**Requirement**
Stop after the line with "position:absolute; left:24px; top:1818px;"; until then, please copy every line of the records word for word from the first.

**Provided entries**
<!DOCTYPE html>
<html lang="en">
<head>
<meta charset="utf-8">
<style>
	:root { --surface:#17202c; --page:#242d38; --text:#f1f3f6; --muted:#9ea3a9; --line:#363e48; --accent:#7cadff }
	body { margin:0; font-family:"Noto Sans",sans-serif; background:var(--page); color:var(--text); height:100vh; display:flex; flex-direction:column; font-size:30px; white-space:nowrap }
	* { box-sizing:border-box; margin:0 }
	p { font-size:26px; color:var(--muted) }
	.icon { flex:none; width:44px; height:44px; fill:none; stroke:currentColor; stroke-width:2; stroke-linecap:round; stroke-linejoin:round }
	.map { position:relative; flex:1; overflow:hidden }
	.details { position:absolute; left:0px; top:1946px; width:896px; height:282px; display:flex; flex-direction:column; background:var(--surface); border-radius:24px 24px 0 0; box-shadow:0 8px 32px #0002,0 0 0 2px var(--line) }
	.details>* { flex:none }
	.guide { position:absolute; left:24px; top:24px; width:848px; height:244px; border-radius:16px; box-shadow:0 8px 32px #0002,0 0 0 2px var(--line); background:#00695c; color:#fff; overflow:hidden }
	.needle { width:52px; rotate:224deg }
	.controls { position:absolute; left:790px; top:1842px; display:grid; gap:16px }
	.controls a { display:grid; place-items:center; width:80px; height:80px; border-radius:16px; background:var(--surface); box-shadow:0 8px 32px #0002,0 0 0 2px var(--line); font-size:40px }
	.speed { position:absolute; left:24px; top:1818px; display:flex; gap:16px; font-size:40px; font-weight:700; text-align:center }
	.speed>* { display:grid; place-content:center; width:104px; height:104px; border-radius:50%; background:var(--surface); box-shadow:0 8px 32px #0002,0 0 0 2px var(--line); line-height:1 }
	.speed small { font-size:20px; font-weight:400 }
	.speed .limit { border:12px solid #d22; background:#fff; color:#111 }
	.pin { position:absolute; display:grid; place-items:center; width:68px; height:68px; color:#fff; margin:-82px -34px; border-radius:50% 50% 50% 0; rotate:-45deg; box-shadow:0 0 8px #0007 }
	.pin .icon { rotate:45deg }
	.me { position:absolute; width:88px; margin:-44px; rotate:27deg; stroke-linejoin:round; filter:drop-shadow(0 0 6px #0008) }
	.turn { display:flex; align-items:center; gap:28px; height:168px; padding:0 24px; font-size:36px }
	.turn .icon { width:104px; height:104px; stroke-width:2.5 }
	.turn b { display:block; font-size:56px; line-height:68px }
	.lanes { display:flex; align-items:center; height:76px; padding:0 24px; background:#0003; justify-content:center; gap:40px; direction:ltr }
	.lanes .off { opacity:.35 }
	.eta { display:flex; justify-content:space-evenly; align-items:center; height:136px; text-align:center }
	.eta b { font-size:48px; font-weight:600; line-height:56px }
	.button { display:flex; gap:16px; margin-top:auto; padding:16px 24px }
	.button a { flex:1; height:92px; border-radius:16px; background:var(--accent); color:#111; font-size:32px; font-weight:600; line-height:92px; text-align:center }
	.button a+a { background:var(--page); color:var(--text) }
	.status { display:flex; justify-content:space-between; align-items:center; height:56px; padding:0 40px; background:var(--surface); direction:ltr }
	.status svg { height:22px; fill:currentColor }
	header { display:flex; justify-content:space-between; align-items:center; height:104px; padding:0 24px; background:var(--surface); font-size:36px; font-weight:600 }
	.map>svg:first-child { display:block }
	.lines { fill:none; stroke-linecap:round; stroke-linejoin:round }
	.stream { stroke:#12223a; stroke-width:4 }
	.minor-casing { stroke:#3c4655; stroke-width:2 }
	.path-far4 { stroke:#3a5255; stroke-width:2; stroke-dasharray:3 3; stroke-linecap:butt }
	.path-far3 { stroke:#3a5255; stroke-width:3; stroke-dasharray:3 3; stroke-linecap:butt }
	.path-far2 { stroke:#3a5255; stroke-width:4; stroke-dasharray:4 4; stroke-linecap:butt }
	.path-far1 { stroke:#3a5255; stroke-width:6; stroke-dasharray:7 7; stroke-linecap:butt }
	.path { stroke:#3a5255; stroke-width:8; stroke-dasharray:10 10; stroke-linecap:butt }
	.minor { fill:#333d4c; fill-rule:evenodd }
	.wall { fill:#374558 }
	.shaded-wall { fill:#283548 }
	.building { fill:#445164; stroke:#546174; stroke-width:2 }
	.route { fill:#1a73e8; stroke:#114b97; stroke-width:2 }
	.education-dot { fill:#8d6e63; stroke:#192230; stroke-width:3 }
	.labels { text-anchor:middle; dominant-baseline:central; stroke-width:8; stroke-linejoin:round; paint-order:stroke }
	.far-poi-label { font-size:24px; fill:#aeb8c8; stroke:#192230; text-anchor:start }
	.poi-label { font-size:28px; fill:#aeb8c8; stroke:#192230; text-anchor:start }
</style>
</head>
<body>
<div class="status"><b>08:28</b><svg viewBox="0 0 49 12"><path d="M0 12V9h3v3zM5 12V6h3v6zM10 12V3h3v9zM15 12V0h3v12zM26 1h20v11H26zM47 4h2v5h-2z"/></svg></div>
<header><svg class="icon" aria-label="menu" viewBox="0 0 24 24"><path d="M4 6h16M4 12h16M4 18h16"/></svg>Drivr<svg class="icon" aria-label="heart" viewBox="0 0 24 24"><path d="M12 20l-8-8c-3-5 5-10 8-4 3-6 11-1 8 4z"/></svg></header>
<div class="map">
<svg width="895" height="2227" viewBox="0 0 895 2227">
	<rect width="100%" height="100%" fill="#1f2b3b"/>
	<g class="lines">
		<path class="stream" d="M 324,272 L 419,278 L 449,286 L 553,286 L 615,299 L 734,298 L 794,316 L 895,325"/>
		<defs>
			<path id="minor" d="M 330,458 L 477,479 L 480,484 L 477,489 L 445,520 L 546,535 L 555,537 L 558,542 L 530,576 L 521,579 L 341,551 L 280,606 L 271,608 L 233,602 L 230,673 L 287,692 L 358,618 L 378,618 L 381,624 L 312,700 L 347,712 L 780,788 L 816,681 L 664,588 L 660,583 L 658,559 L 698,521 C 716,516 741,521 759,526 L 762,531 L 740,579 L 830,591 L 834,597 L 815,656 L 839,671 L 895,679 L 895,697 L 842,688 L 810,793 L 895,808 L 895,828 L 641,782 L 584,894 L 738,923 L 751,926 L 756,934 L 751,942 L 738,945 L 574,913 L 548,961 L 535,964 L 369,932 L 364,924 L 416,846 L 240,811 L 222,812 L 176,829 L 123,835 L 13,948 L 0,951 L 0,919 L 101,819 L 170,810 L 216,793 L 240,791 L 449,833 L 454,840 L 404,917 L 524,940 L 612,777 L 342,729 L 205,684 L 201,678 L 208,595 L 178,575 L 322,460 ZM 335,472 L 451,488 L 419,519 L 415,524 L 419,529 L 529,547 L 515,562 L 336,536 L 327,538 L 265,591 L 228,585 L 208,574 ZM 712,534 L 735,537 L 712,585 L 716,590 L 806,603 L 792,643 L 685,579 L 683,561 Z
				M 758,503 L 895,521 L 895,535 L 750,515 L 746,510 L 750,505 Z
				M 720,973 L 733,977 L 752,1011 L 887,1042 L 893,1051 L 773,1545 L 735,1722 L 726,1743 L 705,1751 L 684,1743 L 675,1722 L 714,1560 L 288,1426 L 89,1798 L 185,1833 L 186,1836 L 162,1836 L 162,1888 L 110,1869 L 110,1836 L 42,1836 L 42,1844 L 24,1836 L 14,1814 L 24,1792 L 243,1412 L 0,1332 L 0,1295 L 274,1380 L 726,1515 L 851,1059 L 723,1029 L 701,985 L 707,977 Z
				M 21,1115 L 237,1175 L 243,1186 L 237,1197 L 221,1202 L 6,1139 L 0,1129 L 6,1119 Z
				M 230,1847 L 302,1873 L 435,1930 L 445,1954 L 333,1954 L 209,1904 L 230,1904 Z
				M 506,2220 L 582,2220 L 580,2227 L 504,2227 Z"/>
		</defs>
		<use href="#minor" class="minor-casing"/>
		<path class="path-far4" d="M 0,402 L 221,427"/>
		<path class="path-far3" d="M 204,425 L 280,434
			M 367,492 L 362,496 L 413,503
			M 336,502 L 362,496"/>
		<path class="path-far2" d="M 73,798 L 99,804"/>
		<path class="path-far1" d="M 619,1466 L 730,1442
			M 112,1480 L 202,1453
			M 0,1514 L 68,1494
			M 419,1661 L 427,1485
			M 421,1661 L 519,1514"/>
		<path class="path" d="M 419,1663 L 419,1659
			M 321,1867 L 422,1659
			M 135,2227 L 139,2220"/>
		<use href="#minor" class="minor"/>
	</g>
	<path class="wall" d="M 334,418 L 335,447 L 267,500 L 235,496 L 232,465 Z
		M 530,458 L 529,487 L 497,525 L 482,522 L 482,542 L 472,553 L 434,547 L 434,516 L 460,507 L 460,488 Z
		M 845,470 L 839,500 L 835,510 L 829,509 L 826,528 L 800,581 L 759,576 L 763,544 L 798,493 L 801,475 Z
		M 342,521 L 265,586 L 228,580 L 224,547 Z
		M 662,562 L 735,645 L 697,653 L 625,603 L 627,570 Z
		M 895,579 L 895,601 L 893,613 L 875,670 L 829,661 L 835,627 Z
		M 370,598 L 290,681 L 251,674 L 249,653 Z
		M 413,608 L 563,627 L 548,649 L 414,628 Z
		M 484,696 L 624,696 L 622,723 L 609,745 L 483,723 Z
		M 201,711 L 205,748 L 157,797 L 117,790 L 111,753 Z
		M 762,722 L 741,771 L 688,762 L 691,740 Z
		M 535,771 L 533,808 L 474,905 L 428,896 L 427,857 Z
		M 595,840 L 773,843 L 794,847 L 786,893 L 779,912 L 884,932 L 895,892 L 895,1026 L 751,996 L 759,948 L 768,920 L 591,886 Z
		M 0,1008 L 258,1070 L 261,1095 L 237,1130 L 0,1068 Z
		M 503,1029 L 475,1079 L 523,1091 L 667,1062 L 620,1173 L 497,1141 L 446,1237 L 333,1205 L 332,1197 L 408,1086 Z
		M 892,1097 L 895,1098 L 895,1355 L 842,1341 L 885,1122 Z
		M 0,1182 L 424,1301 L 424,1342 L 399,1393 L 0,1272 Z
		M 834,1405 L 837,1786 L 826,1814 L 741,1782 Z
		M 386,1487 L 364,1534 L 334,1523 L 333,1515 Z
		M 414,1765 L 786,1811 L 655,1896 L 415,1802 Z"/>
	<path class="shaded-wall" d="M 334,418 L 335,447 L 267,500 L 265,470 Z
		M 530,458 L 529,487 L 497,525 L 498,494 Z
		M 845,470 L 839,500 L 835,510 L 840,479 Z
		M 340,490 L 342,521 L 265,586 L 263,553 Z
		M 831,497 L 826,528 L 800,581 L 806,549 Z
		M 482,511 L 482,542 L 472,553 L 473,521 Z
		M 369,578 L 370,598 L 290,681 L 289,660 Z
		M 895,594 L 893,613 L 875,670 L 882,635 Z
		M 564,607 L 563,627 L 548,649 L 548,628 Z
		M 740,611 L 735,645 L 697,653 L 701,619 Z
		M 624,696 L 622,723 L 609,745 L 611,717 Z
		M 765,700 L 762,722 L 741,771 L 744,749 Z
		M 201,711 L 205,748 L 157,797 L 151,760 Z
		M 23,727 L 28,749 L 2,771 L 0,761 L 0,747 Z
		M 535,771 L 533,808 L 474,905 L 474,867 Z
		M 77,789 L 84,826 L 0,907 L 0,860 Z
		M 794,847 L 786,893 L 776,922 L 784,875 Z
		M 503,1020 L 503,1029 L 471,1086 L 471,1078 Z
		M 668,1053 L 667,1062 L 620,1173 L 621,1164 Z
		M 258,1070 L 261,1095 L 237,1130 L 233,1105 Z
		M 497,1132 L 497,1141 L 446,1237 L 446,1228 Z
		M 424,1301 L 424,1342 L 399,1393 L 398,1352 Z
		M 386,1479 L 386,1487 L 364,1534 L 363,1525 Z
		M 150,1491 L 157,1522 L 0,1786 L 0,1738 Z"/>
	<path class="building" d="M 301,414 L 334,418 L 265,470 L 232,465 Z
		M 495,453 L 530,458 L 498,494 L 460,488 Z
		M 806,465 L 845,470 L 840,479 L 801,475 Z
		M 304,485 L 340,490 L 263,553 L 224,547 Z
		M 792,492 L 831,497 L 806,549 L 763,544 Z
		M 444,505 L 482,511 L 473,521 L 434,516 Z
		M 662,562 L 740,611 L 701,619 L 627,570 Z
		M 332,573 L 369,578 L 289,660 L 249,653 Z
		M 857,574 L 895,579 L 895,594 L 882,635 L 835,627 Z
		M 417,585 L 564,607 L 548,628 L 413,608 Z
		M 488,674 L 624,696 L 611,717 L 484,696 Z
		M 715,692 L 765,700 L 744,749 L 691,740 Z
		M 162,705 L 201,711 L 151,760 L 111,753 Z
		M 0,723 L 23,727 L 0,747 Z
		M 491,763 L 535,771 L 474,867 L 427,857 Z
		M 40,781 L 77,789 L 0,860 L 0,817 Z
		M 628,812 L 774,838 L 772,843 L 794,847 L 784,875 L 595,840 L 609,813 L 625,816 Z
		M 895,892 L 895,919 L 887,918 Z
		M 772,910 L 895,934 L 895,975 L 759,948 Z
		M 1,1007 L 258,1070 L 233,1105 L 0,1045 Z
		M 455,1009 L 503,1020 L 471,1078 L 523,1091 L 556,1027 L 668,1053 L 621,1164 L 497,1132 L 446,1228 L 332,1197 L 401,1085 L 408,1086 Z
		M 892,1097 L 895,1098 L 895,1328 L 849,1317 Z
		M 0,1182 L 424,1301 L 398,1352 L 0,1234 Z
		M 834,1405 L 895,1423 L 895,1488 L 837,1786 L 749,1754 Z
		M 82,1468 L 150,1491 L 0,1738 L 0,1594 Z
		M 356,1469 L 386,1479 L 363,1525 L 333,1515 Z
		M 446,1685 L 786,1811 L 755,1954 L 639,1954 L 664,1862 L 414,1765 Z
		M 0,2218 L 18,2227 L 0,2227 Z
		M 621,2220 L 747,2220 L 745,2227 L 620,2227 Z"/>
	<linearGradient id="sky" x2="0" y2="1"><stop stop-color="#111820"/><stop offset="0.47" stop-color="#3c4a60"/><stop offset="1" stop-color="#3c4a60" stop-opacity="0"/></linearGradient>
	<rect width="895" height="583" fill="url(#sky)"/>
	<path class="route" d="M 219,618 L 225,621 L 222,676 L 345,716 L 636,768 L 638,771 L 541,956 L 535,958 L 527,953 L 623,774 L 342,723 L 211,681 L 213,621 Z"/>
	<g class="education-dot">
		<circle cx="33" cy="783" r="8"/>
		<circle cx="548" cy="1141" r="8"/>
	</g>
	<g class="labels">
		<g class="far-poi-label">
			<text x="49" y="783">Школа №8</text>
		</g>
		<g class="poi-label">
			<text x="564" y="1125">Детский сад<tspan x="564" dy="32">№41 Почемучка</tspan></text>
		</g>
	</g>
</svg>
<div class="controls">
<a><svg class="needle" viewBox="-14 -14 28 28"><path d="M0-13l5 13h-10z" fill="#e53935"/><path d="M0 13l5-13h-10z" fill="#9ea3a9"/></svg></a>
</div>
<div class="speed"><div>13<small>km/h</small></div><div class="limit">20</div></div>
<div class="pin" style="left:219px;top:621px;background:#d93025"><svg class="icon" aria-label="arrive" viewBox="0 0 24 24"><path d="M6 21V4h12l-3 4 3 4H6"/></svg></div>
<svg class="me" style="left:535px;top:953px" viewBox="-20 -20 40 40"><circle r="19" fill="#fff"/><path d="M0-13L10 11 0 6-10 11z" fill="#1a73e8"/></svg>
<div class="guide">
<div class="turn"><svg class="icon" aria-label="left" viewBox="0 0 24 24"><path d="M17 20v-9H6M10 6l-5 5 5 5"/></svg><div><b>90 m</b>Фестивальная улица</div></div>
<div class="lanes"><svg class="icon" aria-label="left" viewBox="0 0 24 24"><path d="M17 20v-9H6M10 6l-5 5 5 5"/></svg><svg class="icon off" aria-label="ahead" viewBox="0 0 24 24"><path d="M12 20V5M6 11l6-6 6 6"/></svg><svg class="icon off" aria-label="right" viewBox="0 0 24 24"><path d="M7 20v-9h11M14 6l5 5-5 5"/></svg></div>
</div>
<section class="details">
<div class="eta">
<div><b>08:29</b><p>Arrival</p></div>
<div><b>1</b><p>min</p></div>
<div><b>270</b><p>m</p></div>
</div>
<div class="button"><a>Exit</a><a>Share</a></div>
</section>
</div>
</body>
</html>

**Exercise result**
<!DOCTYPE html>
<html lang="en">
<head>
<meta charset="utf-8">
<style>
	:root { --surface:#17202c; --page:#242d38; --text:#f1f3f6; --muted:#9ea3a9; --line:#363e48; --accent:#7cadff }
	body { margin:0; font-family:"Noto Sans",sans-serif; background:var(--page); color:var(--text); height:100vh; display:flex; flex-direction:column; font-size:30px; white-space:nowrap }
	* { box-sizing:border-box; margin:0 }
	p { font-size:26px; color:var(--muted) }
	.icon { flex:none; width:44px; height:44px; fill:none; stroke:currentColor; stroke-width:2; stroke-linecap:round; stroke-linejoin:round }
	.map { position:relative; flex:1; overflow:hidden }
	.details { position:absolute; left:0px; top:1946px; width:896px; height:282px; display:flex; flex-direction:column; background:var(--surface); border-radius:24px 24px 0 0; box-shadow:0 8px 32px #0002,0 0 0 2px var(--line) }
	.details>* { flex:none }
	.guide { position:absolute; left:24px; top:24px; width:848px; height:244px; border-radius:16px; box-shadow:0 8px 32px #0002,0 0 0 2px var(--line); background:#00695c; color:#fff; overflow:hidden }
	.needle { width:52px; rotate:224deg }
	.controls { position:absolute; left:790px; top:1842px; display:grid; gap:16px }
	.controls a { display:grid; place-items:center; width:80px; height:80px; border-radius:16px; background:var(--surface); box-shadow:0 8px 32px #0002,0 0 0 2px var(--line); font-size:40px }
	.speed { position:absolute; left:24px; top:1818px; display:flex; gap:16px; font-size:40px; font-weight:700; text-align:center }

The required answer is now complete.